Mapping Research Groups
I’d like to take a moment to write about my ongoing research using bibliometrics to map and understand research groups. One of the advantages of studying scientists is that they produce a lot of very structured material about their work. Every scientific publication has a title, a list of authors, citations to other papers, and metadata. I’m using records stored by the ISI Web of Science, because their system is comprehensive and has very clean data, and because it plays nicely with the Metaknowledge library for Python.
For the privacy of my subjects, I’ve anonymized this group, but I can tell you that they are a multidisciplinary clean energy group at a major American university. I got a list of group members from their public web site, and then scraped Web of Science for their publications. After some preliminary data cleaning, I produced this network.

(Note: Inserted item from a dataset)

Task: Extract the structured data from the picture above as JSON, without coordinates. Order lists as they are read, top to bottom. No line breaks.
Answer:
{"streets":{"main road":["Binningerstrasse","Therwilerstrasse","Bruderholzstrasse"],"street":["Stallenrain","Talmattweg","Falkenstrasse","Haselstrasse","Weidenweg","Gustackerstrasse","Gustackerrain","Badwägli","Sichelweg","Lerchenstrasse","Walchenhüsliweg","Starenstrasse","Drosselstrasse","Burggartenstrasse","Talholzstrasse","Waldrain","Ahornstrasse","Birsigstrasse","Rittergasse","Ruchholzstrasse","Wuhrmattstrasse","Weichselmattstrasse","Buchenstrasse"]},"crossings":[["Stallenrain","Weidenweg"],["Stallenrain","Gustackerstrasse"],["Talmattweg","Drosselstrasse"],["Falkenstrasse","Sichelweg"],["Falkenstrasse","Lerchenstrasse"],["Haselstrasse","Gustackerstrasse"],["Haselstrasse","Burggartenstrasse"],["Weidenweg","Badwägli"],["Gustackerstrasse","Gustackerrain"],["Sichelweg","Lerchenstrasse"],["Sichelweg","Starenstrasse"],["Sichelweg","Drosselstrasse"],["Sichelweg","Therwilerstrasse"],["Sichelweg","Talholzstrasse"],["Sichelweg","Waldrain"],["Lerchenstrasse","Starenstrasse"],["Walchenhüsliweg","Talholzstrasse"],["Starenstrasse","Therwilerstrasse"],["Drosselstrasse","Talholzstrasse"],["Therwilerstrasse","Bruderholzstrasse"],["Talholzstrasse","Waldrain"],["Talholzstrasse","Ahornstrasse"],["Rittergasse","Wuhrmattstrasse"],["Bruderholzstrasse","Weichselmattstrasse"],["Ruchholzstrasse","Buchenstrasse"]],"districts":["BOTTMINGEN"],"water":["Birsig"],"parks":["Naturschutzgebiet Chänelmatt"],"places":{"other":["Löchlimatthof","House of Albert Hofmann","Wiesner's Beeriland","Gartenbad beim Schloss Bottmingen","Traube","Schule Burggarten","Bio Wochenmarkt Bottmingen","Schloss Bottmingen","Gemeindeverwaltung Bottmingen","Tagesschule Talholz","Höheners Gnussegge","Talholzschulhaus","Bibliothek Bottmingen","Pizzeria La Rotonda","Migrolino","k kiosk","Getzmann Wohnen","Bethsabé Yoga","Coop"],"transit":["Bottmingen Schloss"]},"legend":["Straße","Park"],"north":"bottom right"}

Serviceable, but not particularly aesthetic. And in this case, aesthetics matter. Visual representation of data provides many ways to deceive. Picturing Personhood by Joe Dumit, has a wonderful chapter about how lots of red in PET scans turns a more or less arbitrary representation of levels of neural activity into alarming illusions of mental illness. In this case, the problems are twofold. First, there’s simply too much information on there, too many nodes and connections. My computer is struggling to render it all. Second, the nodes are scaled by the diameter, and that has some distorting effects on how we see things. Area is a much better representation of importance, as the image below demonstrates.
Using an area scaling lets us show a wider range of values, and matches how the mind assesses the size of circles.
As for clearing away excess information, we could look at just the core of the research group, the people officially listed on the roster, but this may pare us down too far.
I prefer to work with what I call a mutual plot, which includes the core group, anyone who has worked with two or more of the core group, and anyone who has authored more than five papers. You can follow along at this link (UPDATE: More groups have been added, and colors have changed. This is Group C). One-off coauthorship relations are not particularly important to the research questions that I’m interested in.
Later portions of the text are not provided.